Starbucks recently announced a set of pay and benefit enhancements, some of which will not be available to unionized workers. The coffee retail giant has come under fire from federal regulators for some of its strategies to avoid unionization by its baristas.
We've collected a group of articles on the news from SHRM Online and other trusted sources.
Pay and Benefit Increases
A 3 percent annual increase will take effect on Jan. 1, 2024, for all eligible workers at U.S. stores. Employees who have worked at Starbucks for two to five years will get a pay bump of at least 4 percent. Those who have at least five years under their belts will get a lift of at least 5 percent, Starbucks said.
Union members will get whatever increases were locked in last year, which vary based on when the store petitioned to unionize. That means that many workers will get the 3 percent or 4 percent hike, and some the 5 percent, even if they are unionized. But the company will not offer new vacation accrual benefits to unionized workers unless they are negotiated in collective bargaining. Nonunion employees will be eligible to accrue more vacation time sooner than before.
All employees, regardless of union status, should benefit from better scheduling as part of a company initiative designed to help give workers the hours they want based on their own feedback.
A National Labor Relations Board (NLRB) judge previously found that similar action by Starbucks violates federal labor law, with the company appealing the decision.
(CNN)
Accruing Vacation Time Sooner
Starbucks said it currently pays its hourly workers an average of $17.50 an hour. It increased hourly total cash compensation by nearly 50 percent since fiscal year 2020 through more hours and higher wages.
Hourly workers will accrue paid vacation time 90 days after a hire instead of a year, beginning in February, a benefit that will be only available to workers at nonunion stores.
The company has yet to reach a labor agreement at any of its stores with Starbucks Workers United, the union representing the workers. The union said that the denial of some new benefits at unionized stores is against the law and a clear continuation of an illegal union-busting campaign, and the union intends to file an unfair labor practice charge.
Lack of Bargaining
Starbucks did not communicate with the union about the new benefits changes. The company said it has continually reached out to Starbucks Workers United to set up bargaining sessions on a contract, but claimed the union has not bargained since mid-June.
Union members have advocated for seniority pay since the start of the campaign, and the union lists raises based on tenure as one of its contract demands.
Promising employees benefits in return for workers opposing a union drive is illegal, and implementing changes to working conditions at unionized workplaces without bargaining is also illegal.
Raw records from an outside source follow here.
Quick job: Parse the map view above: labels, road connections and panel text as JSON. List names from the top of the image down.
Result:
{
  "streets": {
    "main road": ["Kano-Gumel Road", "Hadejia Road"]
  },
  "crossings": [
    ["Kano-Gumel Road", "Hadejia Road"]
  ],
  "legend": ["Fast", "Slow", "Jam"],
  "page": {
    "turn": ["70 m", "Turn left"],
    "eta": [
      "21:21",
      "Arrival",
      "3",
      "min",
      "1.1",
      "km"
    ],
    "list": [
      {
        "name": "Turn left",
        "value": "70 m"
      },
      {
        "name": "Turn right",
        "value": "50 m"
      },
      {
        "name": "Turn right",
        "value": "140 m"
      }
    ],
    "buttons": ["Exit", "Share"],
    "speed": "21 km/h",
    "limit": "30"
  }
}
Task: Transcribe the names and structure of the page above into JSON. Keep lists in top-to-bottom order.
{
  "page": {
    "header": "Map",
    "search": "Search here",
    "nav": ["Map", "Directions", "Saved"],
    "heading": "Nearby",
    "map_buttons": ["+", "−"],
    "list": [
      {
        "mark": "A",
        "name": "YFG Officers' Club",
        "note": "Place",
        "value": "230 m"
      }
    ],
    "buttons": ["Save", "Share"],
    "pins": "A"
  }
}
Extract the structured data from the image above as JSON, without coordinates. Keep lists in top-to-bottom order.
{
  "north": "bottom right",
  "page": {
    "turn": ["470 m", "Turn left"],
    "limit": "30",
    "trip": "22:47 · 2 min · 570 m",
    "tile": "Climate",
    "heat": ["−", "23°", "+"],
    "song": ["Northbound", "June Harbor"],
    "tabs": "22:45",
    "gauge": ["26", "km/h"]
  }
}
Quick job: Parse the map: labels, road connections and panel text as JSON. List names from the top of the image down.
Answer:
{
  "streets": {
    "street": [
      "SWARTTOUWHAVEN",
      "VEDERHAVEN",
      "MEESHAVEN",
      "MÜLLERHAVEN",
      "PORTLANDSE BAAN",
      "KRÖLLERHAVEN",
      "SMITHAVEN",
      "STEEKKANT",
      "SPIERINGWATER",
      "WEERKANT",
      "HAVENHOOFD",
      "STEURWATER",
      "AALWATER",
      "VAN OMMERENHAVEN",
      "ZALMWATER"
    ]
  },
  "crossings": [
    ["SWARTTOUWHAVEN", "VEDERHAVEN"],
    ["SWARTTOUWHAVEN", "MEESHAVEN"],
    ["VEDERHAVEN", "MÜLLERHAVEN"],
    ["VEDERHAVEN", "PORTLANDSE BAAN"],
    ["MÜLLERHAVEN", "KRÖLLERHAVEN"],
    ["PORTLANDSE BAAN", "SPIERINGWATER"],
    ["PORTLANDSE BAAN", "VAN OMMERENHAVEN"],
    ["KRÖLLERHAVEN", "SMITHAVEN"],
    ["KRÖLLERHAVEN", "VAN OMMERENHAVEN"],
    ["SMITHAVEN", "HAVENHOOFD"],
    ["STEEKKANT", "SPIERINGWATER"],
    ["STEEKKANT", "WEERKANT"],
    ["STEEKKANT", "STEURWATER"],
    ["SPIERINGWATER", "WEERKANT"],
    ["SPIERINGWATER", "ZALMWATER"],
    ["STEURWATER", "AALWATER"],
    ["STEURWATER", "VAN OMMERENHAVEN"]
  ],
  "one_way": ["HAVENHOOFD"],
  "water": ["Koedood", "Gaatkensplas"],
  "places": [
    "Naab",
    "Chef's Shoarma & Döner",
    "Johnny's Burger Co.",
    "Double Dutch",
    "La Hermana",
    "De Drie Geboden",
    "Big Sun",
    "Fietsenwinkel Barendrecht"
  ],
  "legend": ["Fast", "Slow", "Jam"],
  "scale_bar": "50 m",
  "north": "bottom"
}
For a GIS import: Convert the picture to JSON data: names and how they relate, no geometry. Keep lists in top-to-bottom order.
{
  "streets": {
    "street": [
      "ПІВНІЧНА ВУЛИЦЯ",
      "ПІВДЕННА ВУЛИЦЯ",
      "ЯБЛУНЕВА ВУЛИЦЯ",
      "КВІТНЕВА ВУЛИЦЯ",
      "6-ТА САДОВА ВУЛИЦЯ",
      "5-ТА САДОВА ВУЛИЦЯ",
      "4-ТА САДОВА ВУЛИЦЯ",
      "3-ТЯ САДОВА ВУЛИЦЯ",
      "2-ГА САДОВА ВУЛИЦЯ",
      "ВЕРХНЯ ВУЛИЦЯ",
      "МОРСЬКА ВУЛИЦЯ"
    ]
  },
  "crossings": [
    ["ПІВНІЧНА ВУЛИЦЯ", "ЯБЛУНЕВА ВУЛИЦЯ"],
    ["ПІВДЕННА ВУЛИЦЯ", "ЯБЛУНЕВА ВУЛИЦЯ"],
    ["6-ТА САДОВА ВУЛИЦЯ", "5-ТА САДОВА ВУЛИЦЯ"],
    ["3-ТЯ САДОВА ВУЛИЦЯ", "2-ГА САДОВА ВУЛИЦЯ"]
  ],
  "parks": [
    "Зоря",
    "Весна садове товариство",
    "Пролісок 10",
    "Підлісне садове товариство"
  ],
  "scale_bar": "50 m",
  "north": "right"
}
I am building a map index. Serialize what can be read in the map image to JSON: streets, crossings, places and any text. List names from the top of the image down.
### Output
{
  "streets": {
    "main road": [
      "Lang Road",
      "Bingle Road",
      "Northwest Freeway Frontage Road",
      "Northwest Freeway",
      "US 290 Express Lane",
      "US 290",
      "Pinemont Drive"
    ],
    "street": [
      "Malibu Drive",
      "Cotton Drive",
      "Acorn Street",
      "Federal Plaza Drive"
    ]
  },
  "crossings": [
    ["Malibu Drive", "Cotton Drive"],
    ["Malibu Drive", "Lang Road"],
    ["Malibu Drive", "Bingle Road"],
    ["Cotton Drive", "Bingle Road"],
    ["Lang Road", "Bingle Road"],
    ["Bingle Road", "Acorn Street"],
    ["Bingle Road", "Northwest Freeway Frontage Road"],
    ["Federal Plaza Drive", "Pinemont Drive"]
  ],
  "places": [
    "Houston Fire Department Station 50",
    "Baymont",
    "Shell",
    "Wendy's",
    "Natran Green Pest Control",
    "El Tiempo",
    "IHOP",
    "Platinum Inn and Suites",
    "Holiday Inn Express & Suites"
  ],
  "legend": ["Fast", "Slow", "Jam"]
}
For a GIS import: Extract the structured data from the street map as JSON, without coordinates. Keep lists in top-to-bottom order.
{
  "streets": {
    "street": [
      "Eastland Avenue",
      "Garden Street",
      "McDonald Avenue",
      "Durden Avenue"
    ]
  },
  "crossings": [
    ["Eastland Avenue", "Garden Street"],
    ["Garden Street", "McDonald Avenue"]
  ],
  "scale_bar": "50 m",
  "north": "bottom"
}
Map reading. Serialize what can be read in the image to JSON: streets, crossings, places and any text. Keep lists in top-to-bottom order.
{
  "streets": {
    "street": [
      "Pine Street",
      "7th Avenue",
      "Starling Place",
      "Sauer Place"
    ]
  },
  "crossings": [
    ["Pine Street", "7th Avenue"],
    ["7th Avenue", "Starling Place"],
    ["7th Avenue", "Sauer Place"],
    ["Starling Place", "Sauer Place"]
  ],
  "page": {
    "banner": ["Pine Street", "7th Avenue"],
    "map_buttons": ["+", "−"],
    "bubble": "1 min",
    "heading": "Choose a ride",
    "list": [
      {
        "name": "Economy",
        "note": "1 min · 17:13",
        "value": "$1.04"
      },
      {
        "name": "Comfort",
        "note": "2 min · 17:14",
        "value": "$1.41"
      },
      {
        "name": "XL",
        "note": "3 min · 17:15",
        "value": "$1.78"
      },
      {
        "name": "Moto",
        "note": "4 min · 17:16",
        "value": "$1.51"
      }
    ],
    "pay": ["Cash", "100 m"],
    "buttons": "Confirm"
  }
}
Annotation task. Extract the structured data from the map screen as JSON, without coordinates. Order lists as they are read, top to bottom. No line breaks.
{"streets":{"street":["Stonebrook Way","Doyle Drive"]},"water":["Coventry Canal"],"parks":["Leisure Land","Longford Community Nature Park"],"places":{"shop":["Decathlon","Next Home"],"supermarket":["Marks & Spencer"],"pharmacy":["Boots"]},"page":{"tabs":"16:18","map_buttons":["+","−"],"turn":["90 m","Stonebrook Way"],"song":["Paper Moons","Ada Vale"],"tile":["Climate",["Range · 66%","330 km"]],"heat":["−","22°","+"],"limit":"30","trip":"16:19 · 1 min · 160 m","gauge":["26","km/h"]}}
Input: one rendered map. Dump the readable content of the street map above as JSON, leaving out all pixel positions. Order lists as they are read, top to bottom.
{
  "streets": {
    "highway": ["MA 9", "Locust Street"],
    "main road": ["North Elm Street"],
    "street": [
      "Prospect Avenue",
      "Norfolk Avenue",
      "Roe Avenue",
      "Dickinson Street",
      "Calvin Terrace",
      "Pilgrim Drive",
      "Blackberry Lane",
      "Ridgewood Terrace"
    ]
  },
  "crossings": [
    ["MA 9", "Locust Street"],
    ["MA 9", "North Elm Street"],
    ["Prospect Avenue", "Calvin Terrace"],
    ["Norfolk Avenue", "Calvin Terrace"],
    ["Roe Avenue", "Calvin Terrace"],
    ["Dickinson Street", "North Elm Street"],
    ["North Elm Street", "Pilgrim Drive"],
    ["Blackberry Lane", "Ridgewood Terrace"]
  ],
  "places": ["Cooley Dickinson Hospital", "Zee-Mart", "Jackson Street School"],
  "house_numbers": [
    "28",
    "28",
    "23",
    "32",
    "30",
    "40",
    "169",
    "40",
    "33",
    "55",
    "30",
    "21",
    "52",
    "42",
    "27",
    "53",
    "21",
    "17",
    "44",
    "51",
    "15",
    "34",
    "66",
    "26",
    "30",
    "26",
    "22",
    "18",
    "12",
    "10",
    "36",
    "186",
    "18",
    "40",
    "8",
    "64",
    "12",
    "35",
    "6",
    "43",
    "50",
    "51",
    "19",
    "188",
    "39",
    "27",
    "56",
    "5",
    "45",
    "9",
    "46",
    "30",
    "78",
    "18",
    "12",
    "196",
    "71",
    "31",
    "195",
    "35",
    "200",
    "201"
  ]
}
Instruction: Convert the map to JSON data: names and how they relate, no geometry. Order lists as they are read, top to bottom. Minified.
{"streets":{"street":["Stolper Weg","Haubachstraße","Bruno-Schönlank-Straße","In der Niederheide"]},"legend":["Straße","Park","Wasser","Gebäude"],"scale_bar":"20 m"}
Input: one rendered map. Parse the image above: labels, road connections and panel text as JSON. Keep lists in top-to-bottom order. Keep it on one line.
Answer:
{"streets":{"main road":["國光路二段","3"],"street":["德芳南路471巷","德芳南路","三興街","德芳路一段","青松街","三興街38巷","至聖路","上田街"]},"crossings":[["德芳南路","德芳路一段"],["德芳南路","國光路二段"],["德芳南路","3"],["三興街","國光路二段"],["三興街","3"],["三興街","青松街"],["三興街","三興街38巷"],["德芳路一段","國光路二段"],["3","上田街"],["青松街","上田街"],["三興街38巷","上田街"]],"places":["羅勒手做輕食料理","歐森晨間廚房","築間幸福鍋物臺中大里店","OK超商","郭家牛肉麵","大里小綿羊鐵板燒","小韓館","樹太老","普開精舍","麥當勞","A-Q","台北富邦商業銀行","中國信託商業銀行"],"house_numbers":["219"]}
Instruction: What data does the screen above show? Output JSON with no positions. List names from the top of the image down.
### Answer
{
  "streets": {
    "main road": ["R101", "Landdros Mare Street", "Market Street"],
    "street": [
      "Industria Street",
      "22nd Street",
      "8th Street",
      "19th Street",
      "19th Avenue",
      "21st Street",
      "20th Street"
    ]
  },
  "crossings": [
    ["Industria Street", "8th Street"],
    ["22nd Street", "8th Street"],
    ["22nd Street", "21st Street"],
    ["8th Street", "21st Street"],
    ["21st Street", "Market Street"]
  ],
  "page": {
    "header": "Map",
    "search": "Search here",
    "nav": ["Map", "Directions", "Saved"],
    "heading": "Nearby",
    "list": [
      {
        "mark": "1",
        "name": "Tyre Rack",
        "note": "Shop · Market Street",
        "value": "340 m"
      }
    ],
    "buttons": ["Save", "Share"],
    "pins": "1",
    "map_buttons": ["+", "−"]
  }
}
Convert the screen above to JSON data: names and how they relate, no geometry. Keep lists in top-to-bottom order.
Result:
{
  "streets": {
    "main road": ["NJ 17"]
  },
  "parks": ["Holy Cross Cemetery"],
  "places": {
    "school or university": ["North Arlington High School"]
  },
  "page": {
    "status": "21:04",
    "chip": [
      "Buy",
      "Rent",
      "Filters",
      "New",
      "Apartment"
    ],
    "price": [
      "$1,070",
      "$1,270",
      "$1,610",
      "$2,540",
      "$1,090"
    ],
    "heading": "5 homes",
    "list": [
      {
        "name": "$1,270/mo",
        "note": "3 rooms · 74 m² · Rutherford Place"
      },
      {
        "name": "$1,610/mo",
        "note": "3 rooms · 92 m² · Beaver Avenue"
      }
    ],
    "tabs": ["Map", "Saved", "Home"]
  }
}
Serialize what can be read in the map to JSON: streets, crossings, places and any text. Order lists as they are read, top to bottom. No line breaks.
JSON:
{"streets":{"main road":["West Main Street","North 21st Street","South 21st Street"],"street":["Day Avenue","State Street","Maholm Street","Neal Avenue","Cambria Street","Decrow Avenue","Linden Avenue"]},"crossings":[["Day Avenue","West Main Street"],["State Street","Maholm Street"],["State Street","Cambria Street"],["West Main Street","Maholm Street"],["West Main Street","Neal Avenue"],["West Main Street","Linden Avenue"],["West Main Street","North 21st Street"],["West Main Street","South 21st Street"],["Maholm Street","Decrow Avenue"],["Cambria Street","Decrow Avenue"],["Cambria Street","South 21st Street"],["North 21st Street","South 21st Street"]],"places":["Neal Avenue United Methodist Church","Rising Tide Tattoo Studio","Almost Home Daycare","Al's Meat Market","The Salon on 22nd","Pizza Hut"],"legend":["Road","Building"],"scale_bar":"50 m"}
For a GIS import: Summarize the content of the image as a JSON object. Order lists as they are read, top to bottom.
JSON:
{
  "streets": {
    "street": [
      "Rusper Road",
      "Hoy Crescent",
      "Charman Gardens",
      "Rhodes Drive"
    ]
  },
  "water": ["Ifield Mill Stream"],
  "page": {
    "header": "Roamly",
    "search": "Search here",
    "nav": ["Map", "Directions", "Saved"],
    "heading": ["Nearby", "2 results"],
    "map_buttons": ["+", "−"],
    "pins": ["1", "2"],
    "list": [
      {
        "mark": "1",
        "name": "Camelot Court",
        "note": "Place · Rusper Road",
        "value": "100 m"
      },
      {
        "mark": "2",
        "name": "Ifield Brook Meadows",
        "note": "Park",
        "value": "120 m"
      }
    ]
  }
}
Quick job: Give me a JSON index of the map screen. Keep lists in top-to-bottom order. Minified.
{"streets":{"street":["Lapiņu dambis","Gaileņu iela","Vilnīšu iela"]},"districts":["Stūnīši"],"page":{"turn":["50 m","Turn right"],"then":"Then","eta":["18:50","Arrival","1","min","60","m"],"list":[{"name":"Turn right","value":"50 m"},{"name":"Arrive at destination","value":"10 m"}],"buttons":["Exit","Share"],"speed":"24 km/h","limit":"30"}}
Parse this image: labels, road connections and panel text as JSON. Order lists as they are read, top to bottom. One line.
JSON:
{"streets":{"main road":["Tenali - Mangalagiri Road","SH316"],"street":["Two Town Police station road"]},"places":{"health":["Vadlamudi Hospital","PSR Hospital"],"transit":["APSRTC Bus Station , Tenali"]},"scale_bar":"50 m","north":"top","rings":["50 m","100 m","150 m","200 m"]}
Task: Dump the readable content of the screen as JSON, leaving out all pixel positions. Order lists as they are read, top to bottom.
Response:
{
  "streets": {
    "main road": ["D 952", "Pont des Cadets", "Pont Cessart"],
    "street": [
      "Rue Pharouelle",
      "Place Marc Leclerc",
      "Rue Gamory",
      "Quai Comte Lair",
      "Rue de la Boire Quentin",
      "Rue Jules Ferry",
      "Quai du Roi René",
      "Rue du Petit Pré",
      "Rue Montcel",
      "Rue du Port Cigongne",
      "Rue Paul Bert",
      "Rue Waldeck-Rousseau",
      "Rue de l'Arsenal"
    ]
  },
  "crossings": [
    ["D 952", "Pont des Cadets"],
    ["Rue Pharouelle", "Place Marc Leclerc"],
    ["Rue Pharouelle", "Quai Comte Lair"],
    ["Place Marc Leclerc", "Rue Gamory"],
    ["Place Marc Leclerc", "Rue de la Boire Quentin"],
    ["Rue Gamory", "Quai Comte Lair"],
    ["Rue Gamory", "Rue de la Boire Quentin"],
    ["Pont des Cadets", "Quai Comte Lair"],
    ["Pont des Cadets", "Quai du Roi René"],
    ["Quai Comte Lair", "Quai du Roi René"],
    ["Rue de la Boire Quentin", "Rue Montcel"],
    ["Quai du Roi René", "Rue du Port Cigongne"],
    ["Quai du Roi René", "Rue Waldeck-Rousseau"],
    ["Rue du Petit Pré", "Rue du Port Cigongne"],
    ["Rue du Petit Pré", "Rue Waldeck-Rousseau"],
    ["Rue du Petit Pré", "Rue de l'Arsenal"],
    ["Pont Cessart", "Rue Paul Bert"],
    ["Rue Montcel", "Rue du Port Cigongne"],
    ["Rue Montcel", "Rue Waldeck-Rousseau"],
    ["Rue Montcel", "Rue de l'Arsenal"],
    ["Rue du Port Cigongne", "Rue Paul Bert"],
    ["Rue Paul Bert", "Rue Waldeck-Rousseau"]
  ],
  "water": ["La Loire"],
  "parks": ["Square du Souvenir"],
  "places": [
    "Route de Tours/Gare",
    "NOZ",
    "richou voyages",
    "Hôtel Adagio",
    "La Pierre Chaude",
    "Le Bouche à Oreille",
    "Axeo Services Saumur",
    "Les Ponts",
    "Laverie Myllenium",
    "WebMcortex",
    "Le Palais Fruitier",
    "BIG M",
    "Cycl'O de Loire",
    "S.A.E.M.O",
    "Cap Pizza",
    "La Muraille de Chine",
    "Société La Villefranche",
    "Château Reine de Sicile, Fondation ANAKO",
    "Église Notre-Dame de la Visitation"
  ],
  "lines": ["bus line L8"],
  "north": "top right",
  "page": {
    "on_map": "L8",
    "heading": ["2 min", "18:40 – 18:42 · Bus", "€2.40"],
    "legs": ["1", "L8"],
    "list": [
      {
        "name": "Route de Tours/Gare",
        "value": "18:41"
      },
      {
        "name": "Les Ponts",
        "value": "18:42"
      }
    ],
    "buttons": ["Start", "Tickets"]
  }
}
Employers can sometimes make changes consistent with prior practices.
NLRB Charges
The NLRB recently concluded that Starbucks unlawfully threatened to withhold benefits if employees in Wisconsin voted to join a union. On Oct. 17, an NLRB administrative law judge ruled that the Seattle-based coffee chain violated federal law by:
- Telling employees at a West Allis, Wis., store that they would lose planned benefit increases, including an abortion travel reimbursement, if they voted to unionize.
- Threatening that unionization could bring negative changes to the West Allis store.
- Soliciting employees' grievances and promising to remedy them if employees refrained from union activity.
- Telling employees that they were aggressive after they challenged a supervisor's claim about the effects of unionization on planned benefit increases.
- Telling employees that their union activity caused a negative environment at the West Allis store.
Starbucks emphasized that it did not take away benefits from any employees and that it trains managers that workers should not be disciplined or threatened for engaging in lawful union activity.
(SHRM Online)
Store Closings in New York
The NLRB on July 6 ordered Starbucks to reopen one of the three stores it closed in Ithaca, N.Y., and reinstate employees with back pay. It found the coffee retail chain engaged in unfair labor practices by closing unionized stores.
Starbucks said those closures were the outcomes of a regular business review and made without regard to union status.